Last query allows fast view on count of cars grouped by name and by place (there are two dimensions). Last query is equivalent to query:

SELECT name, null as place, SUM(count) FROM cars GROUP BY name
union all 
SELECT null, place, SUM(count) FROM cars GROUP BY place
union all
SELECT null, null, SUM(count) FROM cars;

All combination of attributes do CUBE operator:

postgres=# SELECT name, place, SUM(count) FROM cars GROUP BY CUBE(name, place);
 name  |   place    |  sum  
-------+------------+-------
 skoda | czech rep. | 10000
 opel  | germany    |  7000
 bmw   | germany    |  1000
 bmw   | czech rep. |   100
 opel  | czech rep. |  7000
 skoda | germany    |  5000
 bmw   |            |  1100
 skoda |            | 15000
 opel  |            | 14000
       | germany    | 13000
       | czech rep. | 17100
       |            | 30100
(12 rows)

Rollup analyze is supported with ROLLUP operator

postgres=# SELECT name, place, SUM(count) FROM cars GROUP BY ROLLUP(name, place);
 name  |   place    |  sum  
-------+------------+-------
 skoda | czech rep. | 10000
 opel  | germany    |  7000
 bmw   | germany    |  1000
 bmw   | czech rep. |   100
 opel  | czech rep. |  7000
 skoda | germany    |  5000
 bmw   |            |  1100
 skoda |            | 15000
 opel  |            | 14000
       |            | 30100
(10 rows)

ROLLUP and CUBE operators should be simple to transform to GROUPING SETS spec:

SELECT name, place, SUM(count) FROM cars GROUP BY GROUPING SETS((name, place),name, place,());
 name  |   place    |  sum  
-------+------------+-------
 skoda | czech rep. | 10000
 opel  | germany    |  7000
 bmw   | germany    |  1000
 bmw   | czech rep. |   100
 opel  | czech rep. |  7000
 skoda | germany    |  5000
 bmw   |            |  1100
 skoda |            | 15000
 opel  |            | 14000
       | germany    | 13000
       | czech rep. | 17100
       |            | 30100
(12 rows)

Virtual values

Sure, there are some fields that don't have any value (SQL uses NULL value for this case).

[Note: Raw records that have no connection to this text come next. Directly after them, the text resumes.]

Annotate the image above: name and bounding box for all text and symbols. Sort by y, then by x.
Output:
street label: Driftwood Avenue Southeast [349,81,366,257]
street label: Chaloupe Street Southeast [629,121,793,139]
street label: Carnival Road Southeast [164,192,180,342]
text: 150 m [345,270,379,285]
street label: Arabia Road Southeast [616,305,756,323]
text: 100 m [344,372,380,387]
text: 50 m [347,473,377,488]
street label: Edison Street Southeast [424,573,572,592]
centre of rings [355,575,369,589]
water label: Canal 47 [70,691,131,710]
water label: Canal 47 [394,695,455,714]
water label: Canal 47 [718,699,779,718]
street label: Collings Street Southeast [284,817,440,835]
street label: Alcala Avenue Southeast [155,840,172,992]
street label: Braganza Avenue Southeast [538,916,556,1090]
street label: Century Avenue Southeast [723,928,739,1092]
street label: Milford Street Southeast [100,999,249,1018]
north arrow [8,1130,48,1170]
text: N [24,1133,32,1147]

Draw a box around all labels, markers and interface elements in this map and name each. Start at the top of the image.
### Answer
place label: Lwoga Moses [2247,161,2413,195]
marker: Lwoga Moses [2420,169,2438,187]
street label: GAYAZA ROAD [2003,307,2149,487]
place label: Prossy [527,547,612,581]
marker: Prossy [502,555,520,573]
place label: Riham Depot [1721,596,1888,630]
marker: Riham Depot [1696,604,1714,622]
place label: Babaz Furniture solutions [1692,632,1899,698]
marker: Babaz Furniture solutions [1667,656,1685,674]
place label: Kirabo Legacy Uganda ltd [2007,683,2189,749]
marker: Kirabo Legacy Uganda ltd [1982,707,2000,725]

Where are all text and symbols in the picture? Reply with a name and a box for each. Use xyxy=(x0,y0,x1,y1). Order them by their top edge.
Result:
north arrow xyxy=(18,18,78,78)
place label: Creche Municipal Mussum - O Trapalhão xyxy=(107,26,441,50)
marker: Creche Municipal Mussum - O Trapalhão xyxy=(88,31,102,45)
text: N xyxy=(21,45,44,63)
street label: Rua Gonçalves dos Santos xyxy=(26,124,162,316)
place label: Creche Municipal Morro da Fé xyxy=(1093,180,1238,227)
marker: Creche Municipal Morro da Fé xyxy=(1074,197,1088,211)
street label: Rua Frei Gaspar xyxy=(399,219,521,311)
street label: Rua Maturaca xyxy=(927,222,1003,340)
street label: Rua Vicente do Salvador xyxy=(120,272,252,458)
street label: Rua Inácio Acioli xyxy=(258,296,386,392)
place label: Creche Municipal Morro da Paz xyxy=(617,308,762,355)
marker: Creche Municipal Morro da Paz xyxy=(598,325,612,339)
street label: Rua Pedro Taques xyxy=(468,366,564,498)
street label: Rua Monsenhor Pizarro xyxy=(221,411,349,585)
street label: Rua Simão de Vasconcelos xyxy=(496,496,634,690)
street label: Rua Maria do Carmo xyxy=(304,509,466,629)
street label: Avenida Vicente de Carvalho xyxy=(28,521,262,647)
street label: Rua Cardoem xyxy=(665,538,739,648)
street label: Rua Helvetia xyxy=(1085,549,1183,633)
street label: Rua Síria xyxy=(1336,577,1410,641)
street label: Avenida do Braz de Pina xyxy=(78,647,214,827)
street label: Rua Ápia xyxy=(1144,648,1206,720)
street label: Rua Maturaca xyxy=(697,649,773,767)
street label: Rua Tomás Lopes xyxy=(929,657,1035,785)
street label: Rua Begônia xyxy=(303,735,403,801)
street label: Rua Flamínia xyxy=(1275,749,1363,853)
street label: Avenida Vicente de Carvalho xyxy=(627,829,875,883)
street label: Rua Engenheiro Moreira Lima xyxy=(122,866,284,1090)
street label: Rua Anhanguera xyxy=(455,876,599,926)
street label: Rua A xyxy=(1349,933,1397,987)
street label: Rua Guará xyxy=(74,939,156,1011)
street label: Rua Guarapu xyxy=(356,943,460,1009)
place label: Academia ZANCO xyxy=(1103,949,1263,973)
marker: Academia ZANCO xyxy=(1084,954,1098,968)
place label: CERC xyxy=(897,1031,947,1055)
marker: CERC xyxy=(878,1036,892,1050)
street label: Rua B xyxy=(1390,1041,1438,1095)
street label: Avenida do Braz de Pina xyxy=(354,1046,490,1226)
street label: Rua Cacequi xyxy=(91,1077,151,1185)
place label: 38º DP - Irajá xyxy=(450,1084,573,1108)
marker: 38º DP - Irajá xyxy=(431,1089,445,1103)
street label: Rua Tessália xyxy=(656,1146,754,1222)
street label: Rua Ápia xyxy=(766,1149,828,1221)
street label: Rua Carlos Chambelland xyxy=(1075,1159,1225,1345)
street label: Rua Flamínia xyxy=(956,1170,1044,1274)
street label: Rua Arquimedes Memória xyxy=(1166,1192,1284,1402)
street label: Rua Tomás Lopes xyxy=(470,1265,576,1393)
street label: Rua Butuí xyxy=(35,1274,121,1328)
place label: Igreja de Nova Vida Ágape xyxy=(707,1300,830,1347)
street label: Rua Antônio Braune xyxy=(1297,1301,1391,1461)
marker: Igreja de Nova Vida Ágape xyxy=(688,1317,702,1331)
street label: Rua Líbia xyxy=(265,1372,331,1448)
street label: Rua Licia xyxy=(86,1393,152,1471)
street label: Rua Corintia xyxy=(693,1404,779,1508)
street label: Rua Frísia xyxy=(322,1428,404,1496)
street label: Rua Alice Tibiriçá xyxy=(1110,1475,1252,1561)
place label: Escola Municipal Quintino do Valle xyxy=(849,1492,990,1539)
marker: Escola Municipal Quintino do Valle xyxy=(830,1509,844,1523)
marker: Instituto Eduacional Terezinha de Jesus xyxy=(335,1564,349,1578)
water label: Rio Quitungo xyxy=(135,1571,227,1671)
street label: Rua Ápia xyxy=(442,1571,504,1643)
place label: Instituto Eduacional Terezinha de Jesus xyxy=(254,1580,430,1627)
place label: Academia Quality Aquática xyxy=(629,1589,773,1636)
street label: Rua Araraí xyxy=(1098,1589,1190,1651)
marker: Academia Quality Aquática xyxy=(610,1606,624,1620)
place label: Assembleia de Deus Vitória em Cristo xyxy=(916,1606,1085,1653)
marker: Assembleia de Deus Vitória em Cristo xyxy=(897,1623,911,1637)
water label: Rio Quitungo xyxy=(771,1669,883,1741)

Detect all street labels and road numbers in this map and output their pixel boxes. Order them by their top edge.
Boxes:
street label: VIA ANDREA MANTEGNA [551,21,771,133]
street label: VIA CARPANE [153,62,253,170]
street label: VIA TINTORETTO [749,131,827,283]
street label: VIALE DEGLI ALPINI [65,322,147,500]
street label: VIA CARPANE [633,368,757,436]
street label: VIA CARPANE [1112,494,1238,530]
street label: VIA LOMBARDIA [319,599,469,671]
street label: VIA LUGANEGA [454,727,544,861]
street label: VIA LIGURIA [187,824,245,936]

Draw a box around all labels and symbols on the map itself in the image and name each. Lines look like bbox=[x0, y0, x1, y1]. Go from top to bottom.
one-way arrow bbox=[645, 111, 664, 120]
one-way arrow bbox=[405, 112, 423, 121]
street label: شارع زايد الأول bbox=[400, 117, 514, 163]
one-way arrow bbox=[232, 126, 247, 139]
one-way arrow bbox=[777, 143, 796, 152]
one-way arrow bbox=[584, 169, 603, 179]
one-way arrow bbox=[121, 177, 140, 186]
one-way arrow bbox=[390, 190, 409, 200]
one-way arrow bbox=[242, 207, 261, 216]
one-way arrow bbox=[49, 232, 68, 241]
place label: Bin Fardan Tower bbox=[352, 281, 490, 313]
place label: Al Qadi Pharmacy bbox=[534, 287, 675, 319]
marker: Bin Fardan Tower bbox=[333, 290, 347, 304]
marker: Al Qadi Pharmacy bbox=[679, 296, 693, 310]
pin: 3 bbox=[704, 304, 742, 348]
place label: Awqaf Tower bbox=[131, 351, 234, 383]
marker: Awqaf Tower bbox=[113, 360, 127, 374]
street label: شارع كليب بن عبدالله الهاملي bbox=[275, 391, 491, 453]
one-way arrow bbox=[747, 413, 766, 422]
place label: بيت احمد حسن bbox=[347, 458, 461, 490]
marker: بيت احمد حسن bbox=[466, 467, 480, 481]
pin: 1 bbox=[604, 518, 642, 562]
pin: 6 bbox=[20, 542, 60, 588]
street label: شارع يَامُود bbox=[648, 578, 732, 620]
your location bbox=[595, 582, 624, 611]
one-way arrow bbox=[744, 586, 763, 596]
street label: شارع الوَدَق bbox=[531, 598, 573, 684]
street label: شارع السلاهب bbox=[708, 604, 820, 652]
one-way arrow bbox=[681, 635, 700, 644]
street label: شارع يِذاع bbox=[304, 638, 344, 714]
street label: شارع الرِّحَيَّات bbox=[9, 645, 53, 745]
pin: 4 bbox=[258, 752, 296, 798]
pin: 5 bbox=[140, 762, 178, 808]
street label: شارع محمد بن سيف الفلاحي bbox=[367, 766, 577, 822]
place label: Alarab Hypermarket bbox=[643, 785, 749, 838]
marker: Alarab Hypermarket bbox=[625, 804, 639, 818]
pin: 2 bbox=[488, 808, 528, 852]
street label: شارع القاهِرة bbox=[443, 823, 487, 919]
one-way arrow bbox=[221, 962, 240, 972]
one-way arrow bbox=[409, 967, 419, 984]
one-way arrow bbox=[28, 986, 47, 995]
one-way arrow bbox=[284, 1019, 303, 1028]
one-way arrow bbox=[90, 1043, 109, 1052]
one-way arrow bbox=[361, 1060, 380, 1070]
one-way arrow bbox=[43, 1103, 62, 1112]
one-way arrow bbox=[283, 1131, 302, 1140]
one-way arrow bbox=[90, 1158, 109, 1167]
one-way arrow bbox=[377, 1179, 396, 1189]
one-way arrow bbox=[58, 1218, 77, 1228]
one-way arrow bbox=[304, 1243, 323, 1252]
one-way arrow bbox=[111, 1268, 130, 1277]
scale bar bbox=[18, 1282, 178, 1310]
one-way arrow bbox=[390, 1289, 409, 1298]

We need to detect NULLs in data and also generated NULLs. For this purpose ANSI SQL has function grouping(col) that returns one when column is used for grouping or zero when column and all derivated values are NULL. From world of proprietary databases comes the function grouping_id:

postgres=# select name, place, sum(count), grouping(name), grouping(place), grouping_id(name, place) 
              from cars group by grouping sets((name, place),name, place,());
 name  |   place    |  sum  | grouping | grouping | grouping_id 
-------+------------+-------+----------+----------+-------------
 bmw   | czech rep. |   100 |        0 |        0 |           0
 skoda | germany    |  5000 |        0 |        0 |           0
 opel  | czech rep. |  7000 |        0 |        0 |           0
 opel  | germany    |  7000 |        0 |        0 |           0
 skoda | czech rep. | 10000 |        0 |        0 |           0
 bmw   | germany    |  1000 |        0 |        0 |           0
 bmw   |            |  1100 |        0 |        1 |           1
 skoda |            | 15000 |        0 |        1 |           1
 opel  |            | 14000 |        0 |        1 |           1
       | germany    | 13000 |        1 |        0 |           2
       | czech rep. | 17100 |        1 |        0 |           2
       |            | 30100 |        1 |        1 |           3
(12 rows)

Implementation

Feeder based patch

Current implementation is based on modification of normal hash aggregation. Hash are used because it allows one scan of data and parallel processing of all grouping sets (it doesn't need materialization). The disadvantage is that only types that support hashing are supported, and there could be some "out of memory problem" for very large results. This feature is a little bit similar CTE. It allows repeated scan of some source (result, table), and probably GROUPING SETS should be based on CTE (non hashed mode). CTEs are more general, but GROUPING SETS would be implemented more effectively, because difference to normal query is only in GROUP BY clause. Internally GROUPING SETS suffers from same problem as CTE. It broke current internal system of PostgreSQL data pipeline which is based on data pulling. GS needs data pushing. It's solved with helper node that should carry one tuple (feeder) and special node operation, these ensure only one tuple processing. Hash operations in PostgreSQL are bulk operations - first, hash table is completely filled and later is read row by row.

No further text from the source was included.